Polls are inherently unreliable. We know this from the 2017 election, the 2015 election, the 2016 EU referendum — the list goes on. 

The latest polls show a roughly 10-point lead for the Tories. That should be enough to form a government, but is some way off the 68 seat majority that YouGov’s famous MRP poll predicted two weeks ago. 

This is indicative of the fluidity of the electorate. Given that 74 per cent of people who voted in the European elections in May 2019 opted to support a different party to the one they did in the 2017 General Election, churn is likely to play a big part. 

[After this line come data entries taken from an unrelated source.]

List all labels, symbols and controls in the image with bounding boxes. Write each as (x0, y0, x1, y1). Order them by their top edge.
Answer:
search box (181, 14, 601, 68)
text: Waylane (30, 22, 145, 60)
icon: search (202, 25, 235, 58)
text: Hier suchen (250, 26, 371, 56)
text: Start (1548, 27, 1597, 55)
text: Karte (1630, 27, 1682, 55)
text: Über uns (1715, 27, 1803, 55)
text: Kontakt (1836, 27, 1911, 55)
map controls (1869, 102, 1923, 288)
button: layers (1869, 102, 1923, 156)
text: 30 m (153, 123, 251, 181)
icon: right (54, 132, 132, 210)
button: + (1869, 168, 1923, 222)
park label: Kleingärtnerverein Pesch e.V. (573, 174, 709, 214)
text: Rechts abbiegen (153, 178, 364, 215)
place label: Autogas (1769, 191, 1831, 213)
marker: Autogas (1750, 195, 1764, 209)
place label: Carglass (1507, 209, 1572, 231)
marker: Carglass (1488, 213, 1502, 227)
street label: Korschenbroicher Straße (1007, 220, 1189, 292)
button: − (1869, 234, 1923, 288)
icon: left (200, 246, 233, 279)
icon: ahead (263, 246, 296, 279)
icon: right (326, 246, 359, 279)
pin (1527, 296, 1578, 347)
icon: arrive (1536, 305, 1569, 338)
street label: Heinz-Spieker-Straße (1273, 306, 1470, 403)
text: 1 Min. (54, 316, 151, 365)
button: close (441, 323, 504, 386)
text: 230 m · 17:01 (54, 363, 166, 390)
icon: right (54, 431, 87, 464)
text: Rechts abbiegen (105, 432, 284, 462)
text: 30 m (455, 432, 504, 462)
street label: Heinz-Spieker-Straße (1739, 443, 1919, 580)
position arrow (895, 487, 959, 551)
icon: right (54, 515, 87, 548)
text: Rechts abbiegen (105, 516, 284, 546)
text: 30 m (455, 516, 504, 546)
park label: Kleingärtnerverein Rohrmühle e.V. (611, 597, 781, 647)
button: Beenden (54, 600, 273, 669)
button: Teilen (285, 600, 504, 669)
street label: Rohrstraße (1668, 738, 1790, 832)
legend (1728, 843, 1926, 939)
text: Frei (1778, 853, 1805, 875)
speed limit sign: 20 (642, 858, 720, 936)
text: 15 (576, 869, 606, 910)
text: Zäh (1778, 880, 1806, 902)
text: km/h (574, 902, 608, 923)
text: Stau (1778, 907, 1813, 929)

CCHQ knows that success relies on the Tories securing the votes of working class voters in the Midlands and North. The so called “Red Wall” holds the keys to Number 10 — and there are signs that this bulwark for Labour since time immemorial may be crumbling. 

That’s why Boris Johnson was up in Grimsby on Monday. In the final days of the campaign, the strategy is to bombard swing voters in these key seats with the central message of “Get Brexit Done”. While many will already be feeling browbeaten by the mantra, it appeals to voters in Labour’s traditional northern heartlands who feel confused or betrayed by Jeremy Corbyn’s stance. 

For those who voted to “take back control” in 2016, Corbyn’s offer of a second referendum between an anodyne deal negotiated by a Labour government and remaining in the EU does not represent a real choice. The Prime Minister’s “oven ready” proposition may seem more appealing, even to lifelong Labour voters.

But that’s just the start. Fundamentally, what may swing it for the Tories in these seats is the disconnect that many feel between their values and those of a London-centric Labour party that has abandoned them. The liberal cosmopolitanism espoused by the party’s leading proponents plays well in Corbyn’s own seat of Islington North, but less well in Dudley North — a key target for the Conservatives, which Labour holds by just 28 votes.

Immigration is the most obvious example of this divide. Labour continues to champion the merits of free movement, seemingly in denial that the Brexit vote was driven in part by a desire to control it. 

In contrast, over the weekend the Conservatives announced details of their new points-based system that would welcome those with “exceptional” talents or much-needed skills into the UK, and restrict entry for low-skilled migrants to industries where there are labour shortages.

This approach, which is about controlling access rather than just cutting numbers, appeals to voters because they feel that they are being listened to.

Finally, there’s the culture wars element that plays well in key marginal seats currently held by Labour such as Wakefield, Leigh and Bolsover: patriotism.

In an interview with ITV’s Julie Etchingham, Corbyn got the timing of the Queen’s Christmas message wrong (he said it takes place in the morning when it is actually aired at 3pm). While Labour HQ may dismiss such a slip, it provides confirmation to socially conservative Labour voters of what they instinctively feel in their gut — Corbyn is not a politician who relates to them. 

Whether that is enough is anyone’s guess. But by the end of this week, the traditional electoral maths that has been received wisdom for so many decades may have been turned utterly on its head.